We’ve never not had animals in our cities. There are no records, for example, of cities without mention of rats. In a way, it’s a very cool trick wildlife pulled off. Not to convince us that they don’t exist, but to convince us that they aren’t much worth thinking about.
If we think of them at all, I think most people feel sorry for city creatures. There is an implication that they would rather be elsewhere, that they thrived in the prairie or the forest, and now they’re forced to make do in a pale reflection of their home. This narrative may even hold for some species, but for the most part, the ones that can’t adapt to the city, didn’t, and they’re gone. The ones we have left aren’t struggling; for the most part, they’re thriving. Urban raccoons and coyotes live longer and have more offspring than their “wild” counterparts. Bird species from robins to cardinals to red-winged blackbirds are crushing it. And that’s all without even invoking all the pests, the geese and the pigeons and the mice. We have created a new ecosystem, and it has winners and losers, just like the rest.

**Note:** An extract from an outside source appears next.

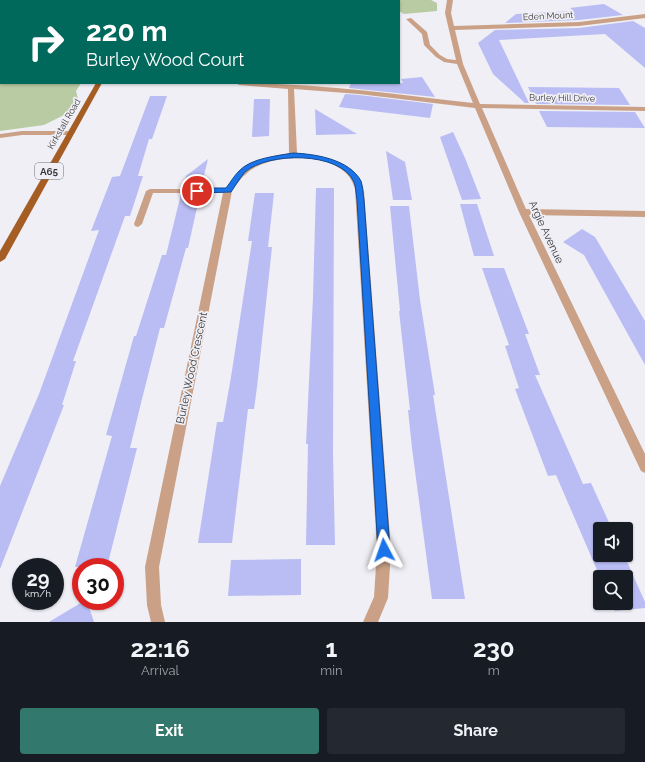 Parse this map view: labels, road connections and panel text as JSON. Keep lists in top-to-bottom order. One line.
{"streets":{"main road":["Kirkstall Road","A65"],"street":["Eden Mount","Burley Hill Drive","Argie Avenue","Burley Wood Crescent"]},"crossings":[["Eden Mount","Argie Avenue"],["Burley Hill Drive","Argie Avenue"]],"page":{"turn":["220 m","Burley Wood Court"],"speed":"29 km/h","limit":"30","eta":["22:16","Arrival","1","min","230","m"],"buttons":["Exit","Share"]}}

But the winners thrive by being invisible. A city coyote that eats rabbits and minds her business could very well live a long, rich life, if she looks both ways before she crosses the street (most do). But if she sleeps in the middle of the road or starts approaching people for handouts, she’ll be the subject of a call from animal control. It must be a tricky sort of dance, living completely surrounded by people and yet making sure none of them ever notice you. We don’t see them as wildlife, and I sometimes wonder if they even perceive us as fellow animals, or something else—an ever-present hazard, maybe, like disease or flooding or fire. Great rewards come with great risks, and all the food and water and sheltering structures we leave around must be tempting indeed.
The carnivores, at least, always look a little sheepish when I spot them. That’s anthropomorphizing, of course—ascribing human emotions to animals that likely don’t feel anything like them—but that’s how it seems to me. Coyotes, foxes, raccoons, they usually hunch down and bristle a little, holding very still in case maybe I didn’t see them after all, then they bolt when it’s clear that’s failed. It is easy to imagine that they’re ashamed that the camouflage didn’t work—but likely fearful, too. We are the threat to them, and they would otherwise stand on top of the new food chain. The wolves are gone, and the puma.
It’s played on a new board, but it’s still the same fundamental game for animals in the city. Find food, find water, find a mate, get out of the weather. It didn’t stop just because we stopped watching it.